Society & Culture & Entertainment Education

The Celestial Bull Shows His Face



We owe our ancient stargazing ancestors a great deal when it comes to stargazing. For example, Greek astronomers identified a number of objects that we can still find with the naked eye (provided the light pollution isn't too bad). For example, the Pleiades star cluster is a relatively easy one to spot in December's skies.

Not far from the Pleiades is another one the Greeks spotted and told tales about: the Hyades star cluster.


These stars represent the daughters of the Greek Titan named Atlas. They were half-sisters to the Pleiades (who were also daughters of Atlas by another mother). The Greeks weren't the first to tell tales about this star cluster, but it often seems to be associated with rain. 

In reality, the Hyades are more closely related to another star cluster called "Praesepe", or the Beehive, which is an early spring object for Northern Hemisphere observers. Astronomers have long suspected that these two clusters had a common origin in an ancient cloud of gas and dust. The Hyades stars lie about 150 light-years away from us, and formed some 625 million years ago. They travel together through space in the same direction. Eventually, even though they do have a slight gravitational attraction for each other, they will go their separate ways, just as the Pleiades will do. At that point, even though their stars may have "unlinked" from the cluster, they're still traveling along the original trajectory.

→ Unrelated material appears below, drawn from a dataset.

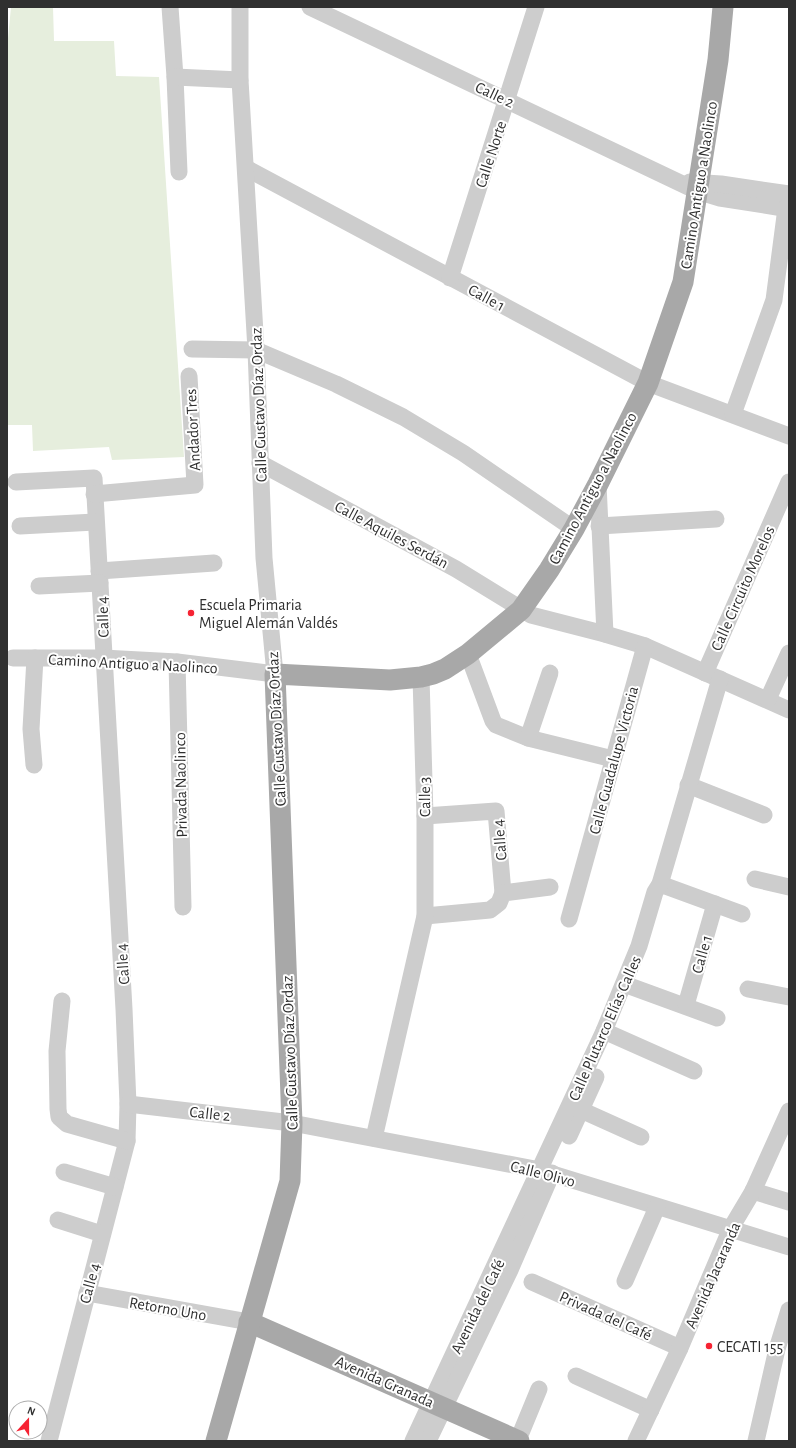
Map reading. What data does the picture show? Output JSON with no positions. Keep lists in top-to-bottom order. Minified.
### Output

Astronomers call them "moving group" or a "moving cluster". 

There are about 400 stars in the Hyades, but we only see about 6 or 7 with the naked eye. The four brightest Hyades stars are red giants that formed as massive A-type giants. They've run through their nuclear fuel and are heading toward old age and eventual destruction. These stars are part of the V shape that ancient skygazers thought made up the face of a celestial bull named Taurus. 

The brightest star in the Hyades really isn't in the Hyades. It's called Aldebaran, and it happens to lie on the line of sight between us and the Hyades. It's an orange-hued giant that lies only 65 light-years away. Aldebaran is an old star that will eventually exhaust all its fuels and could eventually explode as a supernova before collapsing to form a neutron star or a black hole. Unlike Betelgeuse (the supergiant star in Orion's shoulder, which could explode anytime as a supernova), Aldebaran will likely be around for millions of years.

Both the Hyades and Pleiades are open clusters -- that is, they are associations of stars that are born in the same clouds of gas and dust, but are not tightly bound together by gravity as stars in globular clusters do. The Milky Way contains at least a thousand of these collections of stars and astronomers study them to understand how stars of similar ages evolve over time. From the time they form together in their birth clouds to the time they die, star cluster members show us how stars of roughly the same age, but different masses, can change over time.

The highest-mass ones will use up their nuclear fuel very fast and die after a few hundreds of millions of years. Those same stars use up tremendous amounts of the original cloud as they form, which reduces the supply of star-making material available to their sibling stars. So, like the Hyades, many open star clusters contain members that are the same age, but some look older than others (thus illustrating the old adage, "live fast, die young, leave a beautiful body").